# General Imports and Utilities

In [0]:
import os
import datetime

def quote(t):
    return '"{}"'.format(t)

# Model Evaluation

This notebook computes perplexity and performs text generation to evaluate our models.

In [0]:
GDRIVE_MOUNT_PATH = '/content/gdrive'
NLP_DRIVE_PATH = os.path.join(GDRIVE_MOUNT_PATH, 'Shared drives/CS263')

# EXP_PARENT_DIR points to the directory where all experiments are stored. Can be updated.
EXP_PARENT_DIR = os.path.join(NLP_DRIVE_PATH, "models/american_rhetoric")
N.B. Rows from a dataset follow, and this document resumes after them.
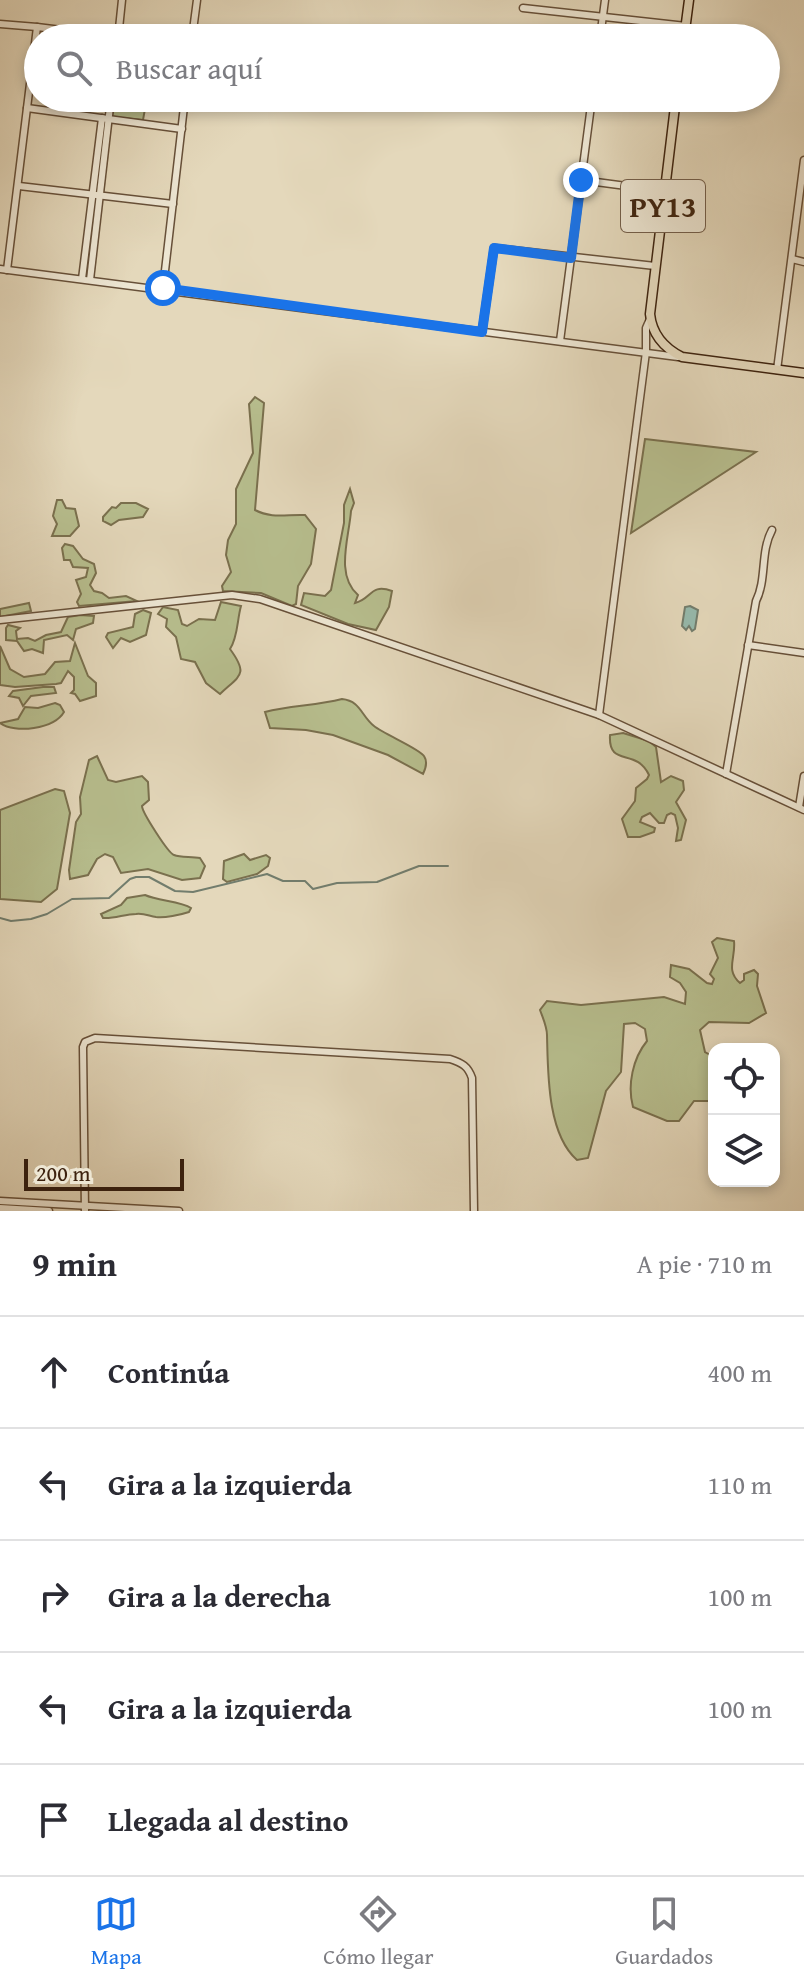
<!DOCTYPE html>
<html lang="es">
<meta charset="utf-8">
<style>
:root{--surface:#fff;--page:#f2f2f3;--text:#2b2b33;--muted:#7c7c81;--line:#e1e1e2;--accent:#1a73e8}
body{margin:0;font-family:"Gentium Book Plus",serif;background:var(--page);color:var(--text)}
.controls{position:absolute;right:24px;bottom:24px;display:grid;overflow:hidden;border-radius:16px;box-shadow:0 4px 12px #0003}
.controls button{width:72px;height:72px;display:grid;place-items:center;padding:0;border:0;border-bottom:2px solid var(--line);background:var(--surface);color:var(--text);font:40px sans-serif}
.scale{position:absolute;left:24px;bottom:20px;width:160px;box-sizing:border-box;padding-left:8px;border:4px solid #3d220e;border-top:0;font-size:22px;line-height:28px;white-space:nowrap;color:#3d220e;-webkit-text-stroke:6px #ede6d3;paint-order:stroke}
.stop{position:absolute;width:24px;height:24px;margin:-18px;border:6px solid #1a73e8;border-radius:50%;background:#fff}
.stop.end{background:#1a73e8;border-color:#fff;box-shadow:0 2px 8px #0008}
.list{margin:0;padding:0;list-style:none}
h2{display:flex;justify-content:space-between;align-items:center;height:104px;margin:0;padding:0 32px;font-size:34px}
h2 small{font-size:26px;font-weight:400;color:var(--muted)}
.list li{display:grid;grid-template-columns:52px 1fr auto;gap:24px;align-items:center;box-sizing:border-box;height:112px;padding:0 32px;border-top:2px solid var(--line)}
.list b{display:block;font-size:30px;white-space:nowrap}
.list em{font-size:26px;font-style:normal;color:var(--muted)}
.icon{flex:none;width:44px;height:44px;fill:none;stroke:currentColor;stroke-width:2;stroke-linecap:round;stroke-linejoin:round}
.map{position:relative;flex:none;width:804px;height:1211px;overflow:hidden}
.search{position:absolute;background:var(--surface);box-shadow:0 4px 12px #0003;left:24px;right:24px;top:24px;height:88px;display:flex;align-items:center;gap:20px;box-sizing:border-box;padding:0 28px;border-radius:44px;color:var(--muted);font-size:30px}
.sheet{height:664px;background:var(--surface)}
nav{display:flex;justify-content:space-around;align-items:center;box-sizing:border-box;height:112px;border-top:2px solid var(--line);background:var(--surface);font-size:22px;color:var(--muted)}
nav a{display:grid;justify-items:center;gap:4px}
nav .on{color:var(--accent)}
.map>svg:first-child{display:block}
.green{fill:#b7be8e;stroke:#7a704e;stroke-width:2}
.water{fill:#96baad;stroke:#727d6d;stroke-width:2}
.lines{fill:none;stroke-linecap:round;stroke-linejoin:round}
.stream{stroke:#727d6d;stroke-width:2}
.minor-casing{stroke:#675039;stroke-width:9}
.highway-casing{stroke:#3d220e;stroke-width:11}
.minor{stroke:#ede6d3;stroke-width:6}
.highway{stroke:#e4d8bb;stroke-width:8}
.route{stroke:#1a73e8;stroke-width:10}
.labels{text-anchor:middle;dominant-baseline:central;stroke-width:6;stroke-linejoin:round;paint-order:stroke}
.shield{fill:#ede6d3;stroke:#725d49;stroke-width:2}
.shield-label{font-size:30px;font-weight:bold;fill:#3d220e}
</style>
<div class="map">
<svg width="804" height="1211" viewBox="0 0 804 1211">
<rect width="100%" height="100%" fill="#e4d8bb"/>
<filter id="stains"><feTurbulence type="fractalNoise" baseFrequency=".0025" numOctaves="4"/><feColorMatrix values="0 0 0 0 .2 0 0 0 0 .09 0 0 0 0 .02 0 0 0 .5 -.17"/></filter>
<radialGradient id="worn" r=".72"><stop offset=".6" stop-color="#630" stop-opacity="0"/><stop offset="1" stop-color="#630" stop-opacity=".3"/></radialGradient>
<g class="green">
<path d="M114,98H147L143,120L112,117Z"/>
<path d="M255,397L264,403L255,510C272,519 287,514 305,515L316,529L311,564L298,586L296,604L292,606L261,593L223,591L222,586L231,572L226,555L228,540L236,524V489L253,453L249,404Z"/>
<path d="M645,439L756,452L631,533Z"/>
<path d="M350,489L354,503L351,511C349,538 335,575 358,595L355,603C372,599 370,583 392,591L389,607L376,630L348,624L301,605L304,593L325,596L331,590L344,523V505Z"/>
<path d="M57,500H62L66,508L75,509L79,526L70,536H52L57,524L53,516Z"/>
<path d="M121,503H136L148,509L143,517L119,520L111,525L103,521V517L112,507L116,508Z"/>
<path d="M65,544L73,546L83,559L94,564L96,573L90,585L94,591L102,593L109,598L126,596L137,601L79,606L77,602L81,594L76,580L86,577L88,568L73,567L70,560H64L62,548Z"/>
<path d="M221,602L241,606C237,620 238,637 230,649C249,675 240,675 220,694L206,683L195,662L181,659L176,637L166,627L167,619L158,614L163,607L178,610L182,624L187,626L199,619L215,620Z"/>
<path d="M29,603L31,611L0,617V609Z"/>
<path d="M143,610L151,613L146,635L130,642L121,638L113,648L106,637L108,633L133,627L135,614Z"/>
<path d="M80,615L94,616L93,623L76,629L73,640L67,635L44,640L43,653L32,649L24,651L17,641L6,640V628L8,625L20,628L16,631L17,639L28,638L35,641L46,635L61,632L68,617Z"/>
<path d="M75,643L88,676L96,683V696L80,701L75,694L71,693L74,690V677L68,671L61,683L56,684L15,687L0,685V646L10,669L24,677L45,674L55,662L70,661Z"/>
<path d="M43,687H54L56,693L31,696L23,706L19,698L9,696L13,691Z"/>
<path d="M342,699C361,701 361,716 374,726C384,734 420,749 424,756C428,762 426,768 423,774L388,755L333,735L306,730L270,728L265,712C290,705 315,706 342,699Z"/>
<path d="M55,703L60,705L64,712C54,729 15,734 0,723L18,719L25,707L38,708Z"/>
<path d="M623,733L649,741L656,747L661,782L671,776L683,781L684,790L676,802L686,820L681,840L676,841L678,828L675,815L671,813L667,815L664,823H659L650,813L642,817L640,822L655,828L654,832L640,837H628L622,819L635,801L636,788L647,779L649,775C636,747 608,768 610,735Z"/>
<path d="M97,756L108,780L116,782L142,776L148,782L149,800L142,806C142,812 168,853 174,855C181,858 192,856 200,858L205,866L200,878L182,880L148,869L121,873L113,857L105,854L97,859L88,875L70,879L69,870L76,822L81,814L80,797L89,760Z"/>
<path d="M55,789L64,791L70,813L57,889L41,902L0,899V810Z"/>
<path d="M244,854L250,860L266,855L270,858L268,866L257,874L227,882L223,879L224,861Z"/>
<path d="M145,895C158,901 181,901 191,908L189,912C180,915 165,918 156,917C149,916 144,913 136,914C125,914 114,919 103,918L101,914L121,905L127,898Z"/>
<path d="M717,938L734,941C736,958 725,970 740,983L744,980V974L754,970L758,974L757,986L766,1013L749,1023L709,1022L700,1030L705,1052L714,1057V1101H694L679,1121H667L633,1107C627,1085 633,1058 647,1041L645,1029L635,1023L624,1024L621,1072L606,1091L588,1158L577,1160C547,1134 548,1072 547,1035C547,1027 543,1018 540,1010L547,1001L581,1005L664,997L685,1004L686,992L680,983L670,977L671,965L689,969L707,983L712,984L714,979L710,974L718,958L712,942Z"/>
</g>
<path class="water" d="M690,606L698,610L695,629L692,631L689,626L686,630L682,626L685,607Z"/>
<g class="lines">
<path class="stream" d="M0,918L11,921L31,919L47,914L72,899L109,898L130,879L136,877H149L175,891L193,892L267,874L283,881H305L313,889L337,883L377,882L419,866H448"/>
<g class="minor-casing">
<g id="minor">
<path d="M523,8L686,26"/>
<path d="M0,24L37,27"/>
<path d="M118,38L122,0"/>
<path d="M192,38L197,0"/>
<path d="M600,38L605,0"/>
<path d="M27,108L182,129"/>
<path d="M581,180L664,191"/>
<path d="M19,186L173,204"/>
<path d="M792,259L804,262"/>
<path d="M0,269L678,357"/>
<path d="M7,270L37,27L126,38"/>
<path d="M82,279L102,118"/>
<path d="M90,280L111,98"/>
<path d="M163,288L185,98"/>
<path d="M482,332L494,248L655,266"/>
<path d="M560,341L592,98"/>
<path d="M777,370L804,160"/>
<path d="M0,620L232,595L260,599L599,715L804,810"/>
<path d="M748,645L804,653"/>
<path d="M599,715L646,352V328L650,319"/>
<path d="M726,774L756,601C767,579 760,552 772,530"/>
<path d="M799,807L804,776"/>
<path d="M0,1201L179,1211"/>
<path d="M0,1208L49,1211"/>
<path d="M85,1211L83,1047L85,1042L95,1038L450,1059C462,1063 468,1066 472,1078L474,1211"/>
</g>
</g>
<g class="highway-casing">
<g id="highway">
<path d="M684,38L689,0"/>
<path d="M676,98L650,314C652,334 664,348 682,357L804,373"/>
</g>
</g>
<use href="#minor" class="minor"/>
<use href="#highway" class="highway"/>
</g>
<g class="lines">
<path class="route" d="M163,288L482,332L494,248L571,258L581,180"/>
</g>
<g class="labels">
<rect class="shield" x="621" y="180" width="84" height="52" rx="6"/>
<g class="shield-label">
<text x="663" y="206">PY13</text>
</g>
</g>
<rect width="100%" height="100%" filter="url(#stains)"/>
<rect width="100%" height="100%" fill="url(#worn)"/>
</svg>
<div class="controls">
<button><svg class="icon" aria-label="locate" viewBox="0 0 24 24"><circle cx="12" cy="12" r="6"/><path d="M12 2v4M12 18v4M2 12h4M18 12h4"/></svg></button>
<button><svg class="icon" aria-label="layers" viewBox="0 0 24 24"><path d="M12 4l9 5-9 5-9-5zM3 14l9 5 9-5"/></svg></button>
</div>
<div class="scale">200 m</div>
<div class="stop" style="left:163px;top:288px"></div>
<div class="stop end" style="left:581px;top:180px"></div>
<div class="search"><svg class="icon" aria-label="search" viewBox="0 0 24 24"><circle cx="10" cy="10" r="6"/><path d="M15 15l6 6"/></svg>Buscar aquí</div>
</div>
<section class="sheet">
<h2>9 min<small>A pie · 710 m</small></h2>
<ul class="list">
<li><svg class="icon" aria-label="ahead" viewBox="0 0 24 24"><path d="M12 20V5M6 11l6-6 6 6"/></svg><div><b>Continúa</b></div><em>400 m</em></li>
<li><svg class="icon" aria-label="left" viewBox="0 0 24 24"><path d="M17 20v-9H6M10 6l-5 5 5 5"/></svg><div><b>Gira a la izquierda</b></div><em>110 m</em></li>
<li><svg class="icon" aria-label="right" viewBox="0 0 24 24"><path d="M7 20v-9h11M14 6l5 5-5 5"/></svg><div><b>Gira a la derecha</b></div><em>100 m</em></li>
<li><svg class="icon" aria-label="left" viewBox="0 0 24 24"><path d="M17 20v-9H6M10 6l-5 5 5 5"/></svg><div><b>Gira a la izquierda</b></div><em>100 m</em></li>
<li><svg class="icon" aria-label="arrive" viewBox="0 0 24 24"><path d="M6 21V4h12l-3 4 3 4H6"/></svg><div><b>Llegada al destino</b></div></li>
</ul>
</section>
<nav>
<a class="on"><svg class="icon" aria-label="map" viewBox="0 0 24 24"><path d="M3 6l6-2 6 2 6-2v14l-6 2-6-2-6 2zM9 4v14M15 6v14"/></svg>Mapa</a>
<a><svg class="icon" aria-label="directions" viewBox="0 0 24 24"><path d="M12 3l9 9-9 9-9-9zM9 14v-3h6M13 9l2 2-2 2"/></svg>Cómo llegar</a>
<a><svg class="icon" aria-label="saved" viewBox="0 0 24 24"><path d="M7 4h10v16l-5-4-5 4z"/></svg>Guardados</a>
</nav>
# TODO: change this as necessary before each experiment
EXP_NAME = "tones_watson-summarized_bart_large_xsm/converted-summary_tone-tag_v3-eos-cls"
EXP_DIR = os.path.join(EXP_PARENT_DIR, EXP_NAME) # Points to the current experiment dir

# TODO: Update this to point to your desired dataset
DATASET_DIR = os.path.join(NLP_DRIVE_PATH, 'data/american_rhetoric/speech_bank/tones_watson-summarized_bart_large_xsm/converted-summary_tone')

OUTPUT_DIR = quote(os.path.join(EXP_DIR, 'eval_output'))
OUTPUT_DIR_TRAIN = quote(os.path.join(EXP_DIR, 'output_train'))
OUTPUT_DIR_VAL = quote(os.path.join(EXP_DIR, 'output_val'))
OUTPUT_DIR_TEST = quote(os.path.join(EXP_DIR, 'output_test'))

# TRAIN_DATA = os.path.join(DATASET_DIR, 'parsed-summarized-converted-train.txt')
# EVAL_DATA = os.path.join(DATASET_DIR, 'parsed-summarized-converted-val.txt')
# TEST_DATA = os.path.join(DATASET_DIR, 'parsed-summarized-converted-test.txt')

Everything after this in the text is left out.